How to complete this task
Please retype all the records below exactly as they read.

Dataset excerpts
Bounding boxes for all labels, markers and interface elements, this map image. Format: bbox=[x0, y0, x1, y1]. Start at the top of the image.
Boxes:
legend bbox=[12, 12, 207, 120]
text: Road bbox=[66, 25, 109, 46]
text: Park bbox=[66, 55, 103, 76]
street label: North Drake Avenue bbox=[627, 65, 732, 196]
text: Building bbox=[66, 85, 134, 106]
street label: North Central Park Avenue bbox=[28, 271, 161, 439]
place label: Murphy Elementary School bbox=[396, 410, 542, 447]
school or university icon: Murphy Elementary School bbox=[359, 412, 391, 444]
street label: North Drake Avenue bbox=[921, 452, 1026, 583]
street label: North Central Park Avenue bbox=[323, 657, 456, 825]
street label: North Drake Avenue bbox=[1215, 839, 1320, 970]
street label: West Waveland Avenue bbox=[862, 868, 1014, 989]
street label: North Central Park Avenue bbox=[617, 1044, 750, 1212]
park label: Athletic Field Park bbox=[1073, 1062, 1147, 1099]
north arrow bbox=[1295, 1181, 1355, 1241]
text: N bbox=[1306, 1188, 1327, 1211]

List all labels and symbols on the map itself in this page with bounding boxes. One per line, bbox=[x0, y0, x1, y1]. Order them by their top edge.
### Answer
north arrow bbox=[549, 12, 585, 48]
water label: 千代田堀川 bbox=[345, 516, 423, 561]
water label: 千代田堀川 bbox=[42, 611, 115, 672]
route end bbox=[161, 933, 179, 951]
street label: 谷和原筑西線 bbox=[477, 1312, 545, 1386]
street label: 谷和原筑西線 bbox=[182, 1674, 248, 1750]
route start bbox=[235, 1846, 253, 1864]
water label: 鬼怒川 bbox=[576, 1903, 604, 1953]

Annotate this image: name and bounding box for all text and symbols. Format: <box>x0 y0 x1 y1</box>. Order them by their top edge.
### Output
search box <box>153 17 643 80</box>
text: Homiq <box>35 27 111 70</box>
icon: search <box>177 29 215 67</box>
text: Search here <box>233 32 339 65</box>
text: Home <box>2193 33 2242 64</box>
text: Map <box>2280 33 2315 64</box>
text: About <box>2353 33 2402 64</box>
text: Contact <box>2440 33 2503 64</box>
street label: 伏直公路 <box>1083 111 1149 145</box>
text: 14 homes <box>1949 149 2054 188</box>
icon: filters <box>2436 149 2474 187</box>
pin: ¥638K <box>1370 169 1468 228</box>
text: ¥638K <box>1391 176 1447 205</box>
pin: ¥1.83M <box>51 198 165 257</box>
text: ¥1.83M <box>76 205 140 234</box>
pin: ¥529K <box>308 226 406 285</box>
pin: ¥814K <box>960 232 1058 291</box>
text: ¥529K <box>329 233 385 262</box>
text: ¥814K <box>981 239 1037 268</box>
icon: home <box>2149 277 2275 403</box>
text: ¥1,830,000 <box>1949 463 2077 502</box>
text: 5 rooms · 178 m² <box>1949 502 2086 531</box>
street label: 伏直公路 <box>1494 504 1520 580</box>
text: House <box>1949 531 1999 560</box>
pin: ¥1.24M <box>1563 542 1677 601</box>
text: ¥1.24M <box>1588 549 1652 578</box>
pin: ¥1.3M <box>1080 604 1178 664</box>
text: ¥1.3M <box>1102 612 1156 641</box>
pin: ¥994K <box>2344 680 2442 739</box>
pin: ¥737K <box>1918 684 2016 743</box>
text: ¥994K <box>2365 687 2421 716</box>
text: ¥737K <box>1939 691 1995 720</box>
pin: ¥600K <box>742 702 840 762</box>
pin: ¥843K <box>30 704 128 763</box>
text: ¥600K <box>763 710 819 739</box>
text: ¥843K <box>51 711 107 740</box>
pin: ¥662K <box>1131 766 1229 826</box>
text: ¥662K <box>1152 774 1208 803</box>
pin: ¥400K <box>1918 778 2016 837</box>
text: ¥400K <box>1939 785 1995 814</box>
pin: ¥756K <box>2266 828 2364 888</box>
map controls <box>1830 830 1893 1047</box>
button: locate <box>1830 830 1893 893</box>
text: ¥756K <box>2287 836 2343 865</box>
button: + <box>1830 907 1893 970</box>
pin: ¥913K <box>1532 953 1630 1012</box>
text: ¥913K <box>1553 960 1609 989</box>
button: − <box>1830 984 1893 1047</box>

Task solution
Bounding boxes for all labels, markers and interface elements, this map image. Format: bbox=[x0, y0, x1, y1]. Start at the top of the image.
Boxes:
legend bbox=[12, 12, 207, 120]
text: Road bbox=[66, 25, 109, 46]
text: Park bbox=[66, 55, 103, 76]
street label: North Drake Avenue bbox=[627, 65, 732, 196]
text: Building bbox=[66, 85, 134, 106]
street label: North Central Park Avenue bbox=[28, 271, 161, 439]
place label: Murphy Elementary School bbox=[396, 410, 542, 447]
school or university icon: Murphy Elementary School bbox=[359, 412, 391, 444]
street label: North Drake Avenue bbox=[921, 452, 1026, 583]
street label: North Central Park Avenue bbox=[323, 657, 456, 825]
street label: North Drake Avenue bbox=[1215, 839, 1320, 970]
street label: West Waveland Avenue bbox=[862, 868, 1014, 989]
street label: North Central Park Avenue bbox=[617, 1044, 750, 1212]
park label: Athletic Field Park bbox=[1073, 1062, 1147, 1099]
north arrow bbox=[1295, 1181, 1355, 1241]
text: N bbox=[1306, 1188, 1327, 1211]

List all labels and symbols on the map itself in this page with bounding boxes. One per line, bbox=[x0, y0, x1, y1]. Order them by their top edge.
### Answer
north arrow bbox=[549, 12, 585, 48]
water label: 千代田堀川 bbox=[345, 516, 423, 561]
water label: 千代田堀川 bbox=[42, 611, 115, 672]
route end bbox=[161, 933, 179, 951]
street label: 谷和原筑西線 bbox=[477, 1312, 545, 1386]
street label: 谷和原筑西線 bbox=[182, 1674, 248, 1750]
route start bbox=[235, 1846, 253, 1864]
water label: 鬼怒川 bbox=[576, 1903, 604, 1953]

Annotate this image: name and bounding box for all text and symbols. Format: <box>x0 y0 x1 y1</box>. Order them by their top edge.
### Output
search box <box>153 17 643 80</box>
text: Homiq <box>35 27 111 70</box>
icon: search <box>177 29 215 67</box>
text: Search here <box>233 32 339 65</box>
text: Home <box>2193 33 2242 64</box>
text: Map <box>2280 33 2315 64</box>
text: About <box>2353 33 2402 64</box>
text: Contact <box>2440 33 2503 64</box>
street label: 伏直公路 <box>1083 111 1149 145</box>
text: 14 homes <box>1949 149 2054 188</box>
icon: filters <box>2436 149 2474 187</box>
pin: ¥638K <box>1370 169 1468 228</box>
text: ¥638K <box>1391 176 1447 205</box>
pin: ¥1.83M <box>51 198 165 257</box>
text: ¥1.83M <box>76 205 140 234</box>
pin: ¥529K <box>308 226 406 285</box>
pin: ¥814K <box>960 232 1058 291</box>
text: ¥529K <box>329 233 385 262</box>
text: ¥814K <box>981 239 1037 268</box>
icon: home <box>2149 277 2275 403</box>
text: ¥1,830,000 <box>1949 463 2077 502</box>
text: 5 rooms · 178 m² <box>1949 502 2086 531</box>
street label: 伏直公路 <box>1494 504 1520 580</box>
text: House <box>1949 531 1999 560</box>
pin: ¥1.24M <box>1563 542 1677 601</box>
text: ¥1.24M <box>1588 549 1652 578</box>
pin: ¥1.3M <box>1080 604 1178 664</box>
text: ¥1.3M <box>1102 612 1156 641</box>
pin: ¥994K <box>2344 680 2442 739</box>
pin: ¥737K <box>1918 684 2016 743</box>
text: ¥994K <box>2365 687 2421 716</box>
text: ¥737K <box>1939 691 1995 720</box>
pin: ¥600K <box>742 702 840 762</box>
pin: ¥843K <box>30 704 128 763</box>
text: ¥600K <box>763 710 819 739</box>
text: ¥843K <box>51 711 107 740</box>
pin: ¥662K <box>1131 766 1229 826</box>
text: ¥662K <box>1152 774 1208 803</box>
pin: ¥400K <box>1918 778 2016 837</box>
text: ¥400K <box>1939 785 1995 814</box>
pin: ¥756K <box>2266 828 2364 888</box>
map controls <box>1830 830 1893 1047</box>
button: locate <box>1830 830 1893 893</box>
text: ¥756K <box>2287 836 2343 865</box>
button: + <box>1830 907 1893 970</box>
pin: ¥913K <box>1532 953 1630 1012</box>
text: ¥913K <box>1553 960 1609 989</box>
button: − <box>1830 984 1893 1047</box>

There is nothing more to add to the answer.